→ **DATA IN THIS EXERCISE**:
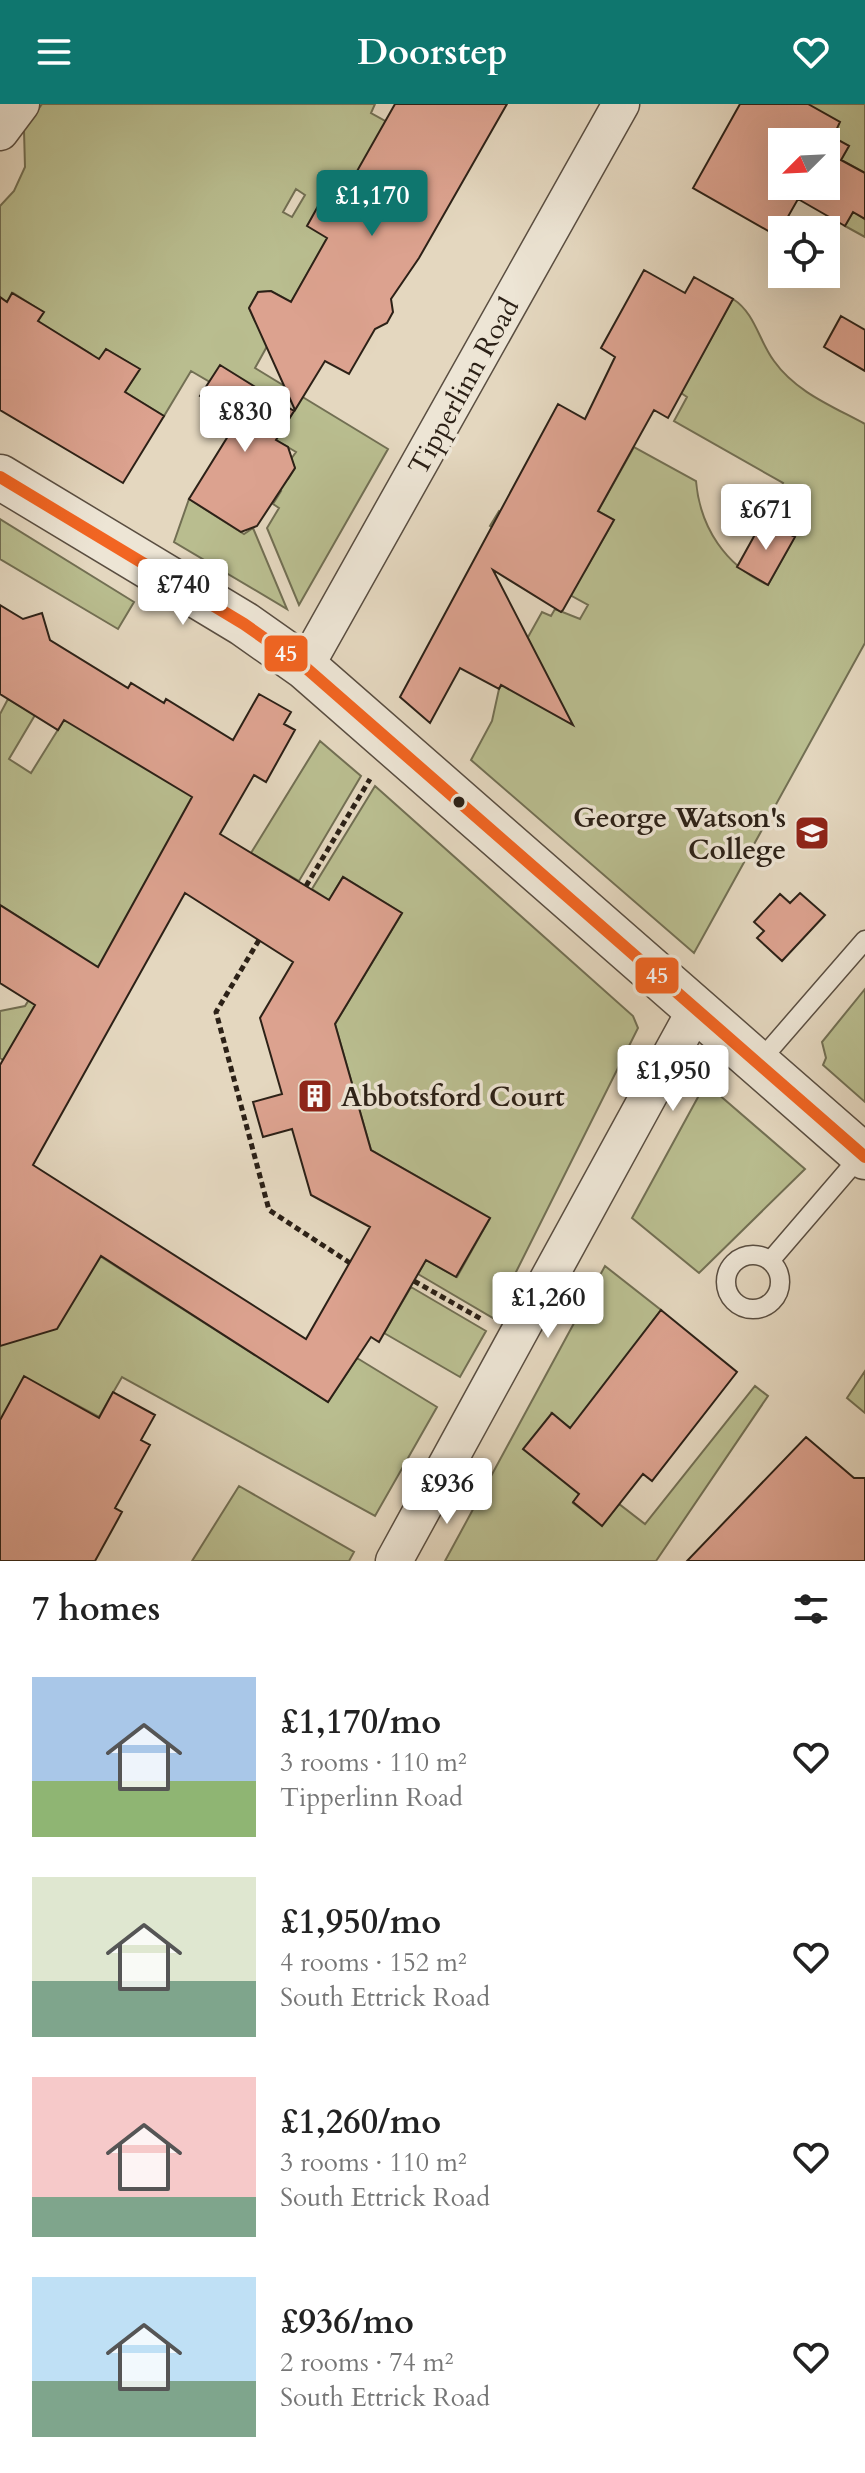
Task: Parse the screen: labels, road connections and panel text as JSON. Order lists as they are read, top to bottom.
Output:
* * *
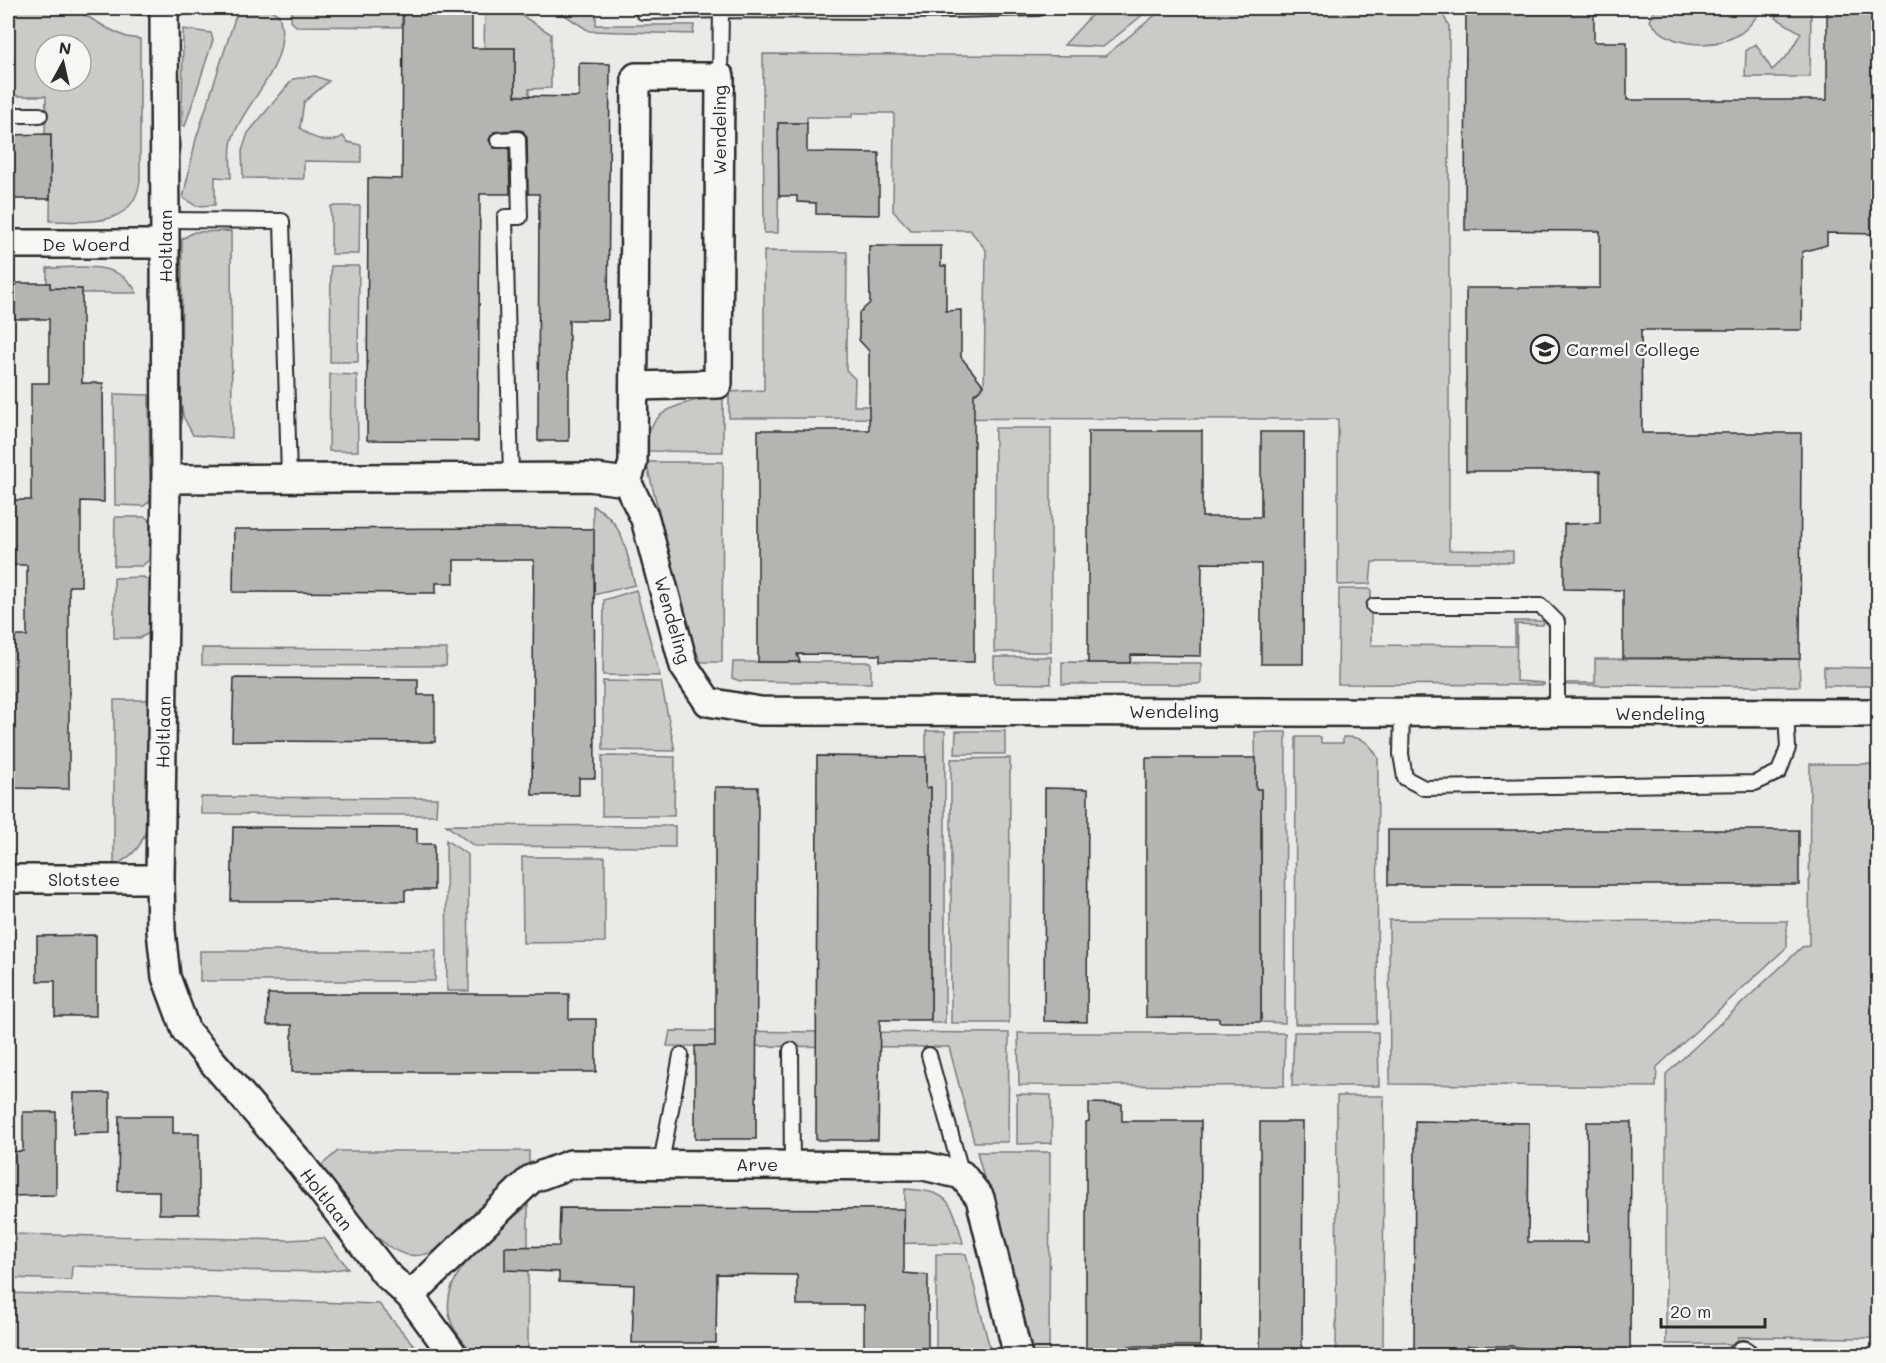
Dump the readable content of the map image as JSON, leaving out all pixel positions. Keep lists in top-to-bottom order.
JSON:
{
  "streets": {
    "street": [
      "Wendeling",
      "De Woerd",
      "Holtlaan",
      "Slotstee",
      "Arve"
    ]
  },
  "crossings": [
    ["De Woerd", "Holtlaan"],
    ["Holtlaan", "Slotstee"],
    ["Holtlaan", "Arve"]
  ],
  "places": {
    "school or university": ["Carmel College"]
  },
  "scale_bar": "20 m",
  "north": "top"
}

→ **YOUR TASK**: If a line in the records has the word "bottom", copy that line.

→ **OUTPUT FOR THIS TASK**:
Task: Parse the screen: labels, road connections and panel text as JSON. Order lists as they are read, top to bottom.
Dump the readable content of the map image as JSON, leaving out all pixel positions. Keep lists in top-to-bottom order.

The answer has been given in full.